The anti-Semitic aspects of some of the rioters, which included defacing of synagogues, are glossed over, even by some Orthodox organizations. The one brave spokesman who denounced the vandals as guilty of Jew-hatred, Mort Klein of the ZOA, is now being brought up on charges of racism himself and faces expulsion from the Conference of Presidents. Insane! It’s another reason why all Orthodox organizations must leave that useless body ASAP.
We went from a worldwide crippling pandemic to total anarchy in a matter of days.
How do we connect the dots from ’69 to ’20? Rashi, in describing the devastation facing the generation of the Flood (B’reishis 6:13), explains that where there is wanton promiscuity, androlomusia comes to the world. Androlomusia is a term rarely used by the Midrash or any of the classic commentaries. According to the Marcus Jastrow dictionary, it means when man (andro) is consumed, and both good and evil suffer together – total turmoil.
What began in 1968 brewed until it has reached a climax now. Remember, Hashem was patient with the world for 120 years before he brought the destructive flood. Things develop gradually.
As religious Jews, what are we to do, besides political action? How can we address our own faults? Where do we need to improve? What is our t’shuvah process?
I am not a navi, and I do not pretend to be a prophet. But I heard a profound thought from Rabbi Baruch Goldstein of Brooklyn, in the name of Rav Shach zt”l. The Gemara in N’darim (81a) (see Rashi there), states that the chachamim, the sages, of the time were asked why the Temple and the Land of Israel were destroyed. They did not have an answer. So they turned to the prophets. They did not know. So the prophets turned to the angels, and the angels did not know either. Finally, the angels turned to G-d, who said it was because the Jews were not faithful to the Torah.
Rav Shach wondered, if nobody on Earth knew what the reason for the destruction was, then what was Hashem’s point in bringing about such calamity? How could we learn from it?
Rav Shach explained that every person knows in his own heart what he has to address. He knows his faults that need attention. Each person must sense his own message.
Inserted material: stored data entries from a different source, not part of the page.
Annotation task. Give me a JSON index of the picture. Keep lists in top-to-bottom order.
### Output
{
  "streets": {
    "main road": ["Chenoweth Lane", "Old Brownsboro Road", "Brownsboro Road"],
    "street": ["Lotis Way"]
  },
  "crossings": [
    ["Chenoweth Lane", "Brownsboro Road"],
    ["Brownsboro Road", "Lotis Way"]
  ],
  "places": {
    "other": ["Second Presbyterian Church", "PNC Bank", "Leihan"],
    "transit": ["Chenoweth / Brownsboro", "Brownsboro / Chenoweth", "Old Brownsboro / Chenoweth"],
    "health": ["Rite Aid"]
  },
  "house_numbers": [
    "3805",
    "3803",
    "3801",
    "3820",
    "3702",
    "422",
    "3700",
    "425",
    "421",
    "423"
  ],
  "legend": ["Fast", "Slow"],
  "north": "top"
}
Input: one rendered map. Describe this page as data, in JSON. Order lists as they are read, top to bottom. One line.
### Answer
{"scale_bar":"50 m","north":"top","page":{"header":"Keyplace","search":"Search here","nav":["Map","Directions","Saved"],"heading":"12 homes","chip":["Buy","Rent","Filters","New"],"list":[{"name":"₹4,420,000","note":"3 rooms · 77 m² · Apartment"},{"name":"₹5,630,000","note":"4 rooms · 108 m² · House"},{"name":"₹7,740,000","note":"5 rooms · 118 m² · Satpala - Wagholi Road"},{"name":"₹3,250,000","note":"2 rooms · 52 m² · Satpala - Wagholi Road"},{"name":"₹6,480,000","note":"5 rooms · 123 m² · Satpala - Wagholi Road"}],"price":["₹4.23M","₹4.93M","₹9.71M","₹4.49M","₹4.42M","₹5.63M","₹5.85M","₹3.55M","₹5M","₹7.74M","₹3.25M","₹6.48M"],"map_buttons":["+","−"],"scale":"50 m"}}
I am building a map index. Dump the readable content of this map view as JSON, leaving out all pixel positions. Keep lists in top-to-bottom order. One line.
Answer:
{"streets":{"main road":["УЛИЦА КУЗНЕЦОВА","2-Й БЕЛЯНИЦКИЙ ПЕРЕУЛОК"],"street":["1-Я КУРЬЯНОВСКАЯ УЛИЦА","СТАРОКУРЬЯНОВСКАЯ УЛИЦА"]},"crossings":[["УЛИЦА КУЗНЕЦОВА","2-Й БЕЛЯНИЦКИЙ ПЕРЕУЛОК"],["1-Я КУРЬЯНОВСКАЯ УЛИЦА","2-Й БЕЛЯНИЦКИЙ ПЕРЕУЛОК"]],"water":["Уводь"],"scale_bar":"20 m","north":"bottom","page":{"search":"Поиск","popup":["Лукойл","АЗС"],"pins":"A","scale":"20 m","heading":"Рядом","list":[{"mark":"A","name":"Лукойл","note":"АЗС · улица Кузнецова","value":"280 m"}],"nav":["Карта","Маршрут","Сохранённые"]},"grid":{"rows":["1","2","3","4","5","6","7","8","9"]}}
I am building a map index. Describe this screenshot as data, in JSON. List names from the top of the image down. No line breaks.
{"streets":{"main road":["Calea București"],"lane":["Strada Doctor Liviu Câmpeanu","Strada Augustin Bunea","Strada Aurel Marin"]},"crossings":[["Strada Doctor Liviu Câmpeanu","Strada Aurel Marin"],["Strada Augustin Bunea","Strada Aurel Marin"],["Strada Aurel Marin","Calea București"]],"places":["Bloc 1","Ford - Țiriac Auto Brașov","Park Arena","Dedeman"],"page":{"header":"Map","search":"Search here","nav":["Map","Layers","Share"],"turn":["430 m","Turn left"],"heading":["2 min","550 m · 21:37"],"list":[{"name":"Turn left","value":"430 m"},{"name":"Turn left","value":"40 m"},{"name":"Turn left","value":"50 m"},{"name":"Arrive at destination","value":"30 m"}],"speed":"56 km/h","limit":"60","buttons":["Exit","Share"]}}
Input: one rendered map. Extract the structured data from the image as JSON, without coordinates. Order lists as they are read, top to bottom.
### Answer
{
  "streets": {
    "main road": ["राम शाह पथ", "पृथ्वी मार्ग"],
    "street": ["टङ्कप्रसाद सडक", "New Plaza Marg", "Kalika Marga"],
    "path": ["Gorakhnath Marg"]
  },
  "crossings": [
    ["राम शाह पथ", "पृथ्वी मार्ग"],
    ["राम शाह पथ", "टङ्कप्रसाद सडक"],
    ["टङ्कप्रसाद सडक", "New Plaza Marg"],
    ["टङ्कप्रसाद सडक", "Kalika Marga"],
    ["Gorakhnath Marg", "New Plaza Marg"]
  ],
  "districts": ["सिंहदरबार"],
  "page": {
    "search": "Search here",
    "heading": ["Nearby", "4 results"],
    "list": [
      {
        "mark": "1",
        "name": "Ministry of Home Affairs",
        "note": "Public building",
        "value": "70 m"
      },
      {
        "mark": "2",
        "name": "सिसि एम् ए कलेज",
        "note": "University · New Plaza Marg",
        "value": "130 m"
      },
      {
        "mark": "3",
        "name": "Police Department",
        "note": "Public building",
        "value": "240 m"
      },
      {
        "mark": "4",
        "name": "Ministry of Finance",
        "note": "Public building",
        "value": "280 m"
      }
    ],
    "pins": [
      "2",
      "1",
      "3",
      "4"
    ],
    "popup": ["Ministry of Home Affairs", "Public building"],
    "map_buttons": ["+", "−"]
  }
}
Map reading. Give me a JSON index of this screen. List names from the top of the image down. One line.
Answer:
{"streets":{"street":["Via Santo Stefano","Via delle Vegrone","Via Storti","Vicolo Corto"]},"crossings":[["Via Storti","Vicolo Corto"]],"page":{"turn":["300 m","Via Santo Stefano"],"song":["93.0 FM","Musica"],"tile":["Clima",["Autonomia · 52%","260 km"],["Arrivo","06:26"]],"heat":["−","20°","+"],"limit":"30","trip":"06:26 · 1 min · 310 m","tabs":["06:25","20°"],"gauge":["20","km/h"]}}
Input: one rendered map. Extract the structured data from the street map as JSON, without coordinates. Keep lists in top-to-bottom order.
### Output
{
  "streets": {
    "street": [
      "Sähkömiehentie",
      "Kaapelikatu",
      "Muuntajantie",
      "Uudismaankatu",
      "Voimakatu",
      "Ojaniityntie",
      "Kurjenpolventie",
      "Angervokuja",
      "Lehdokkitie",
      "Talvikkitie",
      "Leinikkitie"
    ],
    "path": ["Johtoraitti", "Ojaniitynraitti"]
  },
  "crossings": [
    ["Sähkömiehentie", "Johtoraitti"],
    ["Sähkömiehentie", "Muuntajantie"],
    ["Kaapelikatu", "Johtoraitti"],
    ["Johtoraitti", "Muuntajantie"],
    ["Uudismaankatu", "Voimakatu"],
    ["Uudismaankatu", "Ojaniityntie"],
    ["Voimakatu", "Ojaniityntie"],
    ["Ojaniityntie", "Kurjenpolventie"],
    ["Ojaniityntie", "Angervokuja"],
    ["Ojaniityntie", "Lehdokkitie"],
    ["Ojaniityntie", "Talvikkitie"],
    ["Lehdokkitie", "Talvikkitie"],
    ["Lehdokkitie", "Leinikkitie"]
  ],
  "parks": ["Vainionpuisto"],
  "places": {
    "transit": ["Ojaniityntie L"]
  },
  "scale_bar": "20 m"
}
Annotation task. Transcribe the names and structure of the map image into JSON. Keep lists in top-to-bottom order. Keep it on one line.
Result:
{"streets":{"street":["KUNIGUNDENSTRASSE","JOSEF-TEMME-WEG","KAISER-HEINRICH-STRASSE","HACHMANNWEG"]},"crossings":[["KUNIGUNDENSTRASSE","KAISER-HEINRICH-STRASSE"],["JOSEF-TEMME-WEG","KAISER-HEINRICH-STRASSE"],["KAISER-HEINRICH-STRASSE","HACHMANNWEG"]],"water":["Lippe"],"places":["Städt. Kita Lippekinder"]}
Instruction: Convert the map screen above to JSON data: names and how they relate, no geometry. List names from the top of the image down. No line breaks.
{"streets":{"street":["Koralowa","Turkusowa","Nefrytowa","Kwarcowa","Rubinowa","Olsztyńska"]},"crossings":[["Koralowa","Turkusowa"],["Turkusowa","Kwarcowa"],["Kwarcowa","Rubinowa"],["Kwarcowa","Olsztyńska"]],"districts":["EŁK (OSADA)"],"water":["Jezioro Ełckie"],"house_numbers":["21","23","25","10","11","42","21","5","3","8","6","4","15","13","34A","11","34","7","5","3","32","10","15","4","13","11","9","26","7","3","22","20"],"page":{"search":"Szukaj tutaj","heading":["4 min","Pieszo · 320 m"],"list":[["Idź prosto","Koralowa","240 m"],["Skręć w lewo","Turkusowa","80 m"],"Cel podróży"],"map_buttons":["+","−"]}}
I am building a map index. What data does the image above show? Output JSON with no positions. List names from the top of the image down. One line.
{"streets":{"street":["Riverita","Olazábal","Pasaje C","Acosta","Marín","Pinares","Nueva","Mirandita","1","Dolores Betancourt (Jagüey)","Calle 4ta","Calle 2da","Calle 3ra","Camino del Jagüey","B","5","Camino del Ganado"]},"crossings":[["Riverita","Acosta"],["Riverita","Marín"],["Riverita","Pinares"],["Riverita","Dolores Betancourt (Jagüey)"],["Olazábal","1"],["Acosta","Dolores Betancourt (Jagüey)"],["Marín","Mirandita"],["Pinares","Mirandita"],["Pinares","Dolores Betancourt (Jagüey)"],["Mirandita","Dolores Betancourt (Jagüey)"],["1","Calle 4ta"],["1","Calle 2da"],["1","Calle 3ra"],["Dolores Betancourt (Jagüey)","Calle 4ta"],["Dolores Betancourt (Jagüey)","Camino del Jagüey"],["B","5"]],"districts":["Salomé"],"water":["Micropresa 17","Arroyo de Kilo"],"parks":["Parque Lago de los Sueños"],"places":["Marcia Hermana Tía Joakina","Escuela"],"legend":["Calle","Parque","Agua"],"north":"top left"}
We have lots of things that we know need to be addressed. One of them clearly is our respect for davening and shul. We must begin to take seriously the scourge of talking during davening. We cannot view shul as a place to socialize. It is a place where we come to communicate with Hashem. It’s serious business. We have been deprived of that privilege for months now. Let’s show Hashem, as we gradually make our way back into His sanctuary, that we missed the opportunity to communicate with Him in a communal manner.
We live in unprecedented times of lunacy. Let’s put some sanity back in our own midst. Let’s be a source of stability in these times of androlomusia!
Rabbi Yoel Schonfeld is the Rabbi of the Young Israel of Kew Gardens Hills, Vice President of the Coalition for Jewish Values, former President of the Vaad Harabonim of Queens, and the Rabbinic Consultant for the Queens Jewish Link.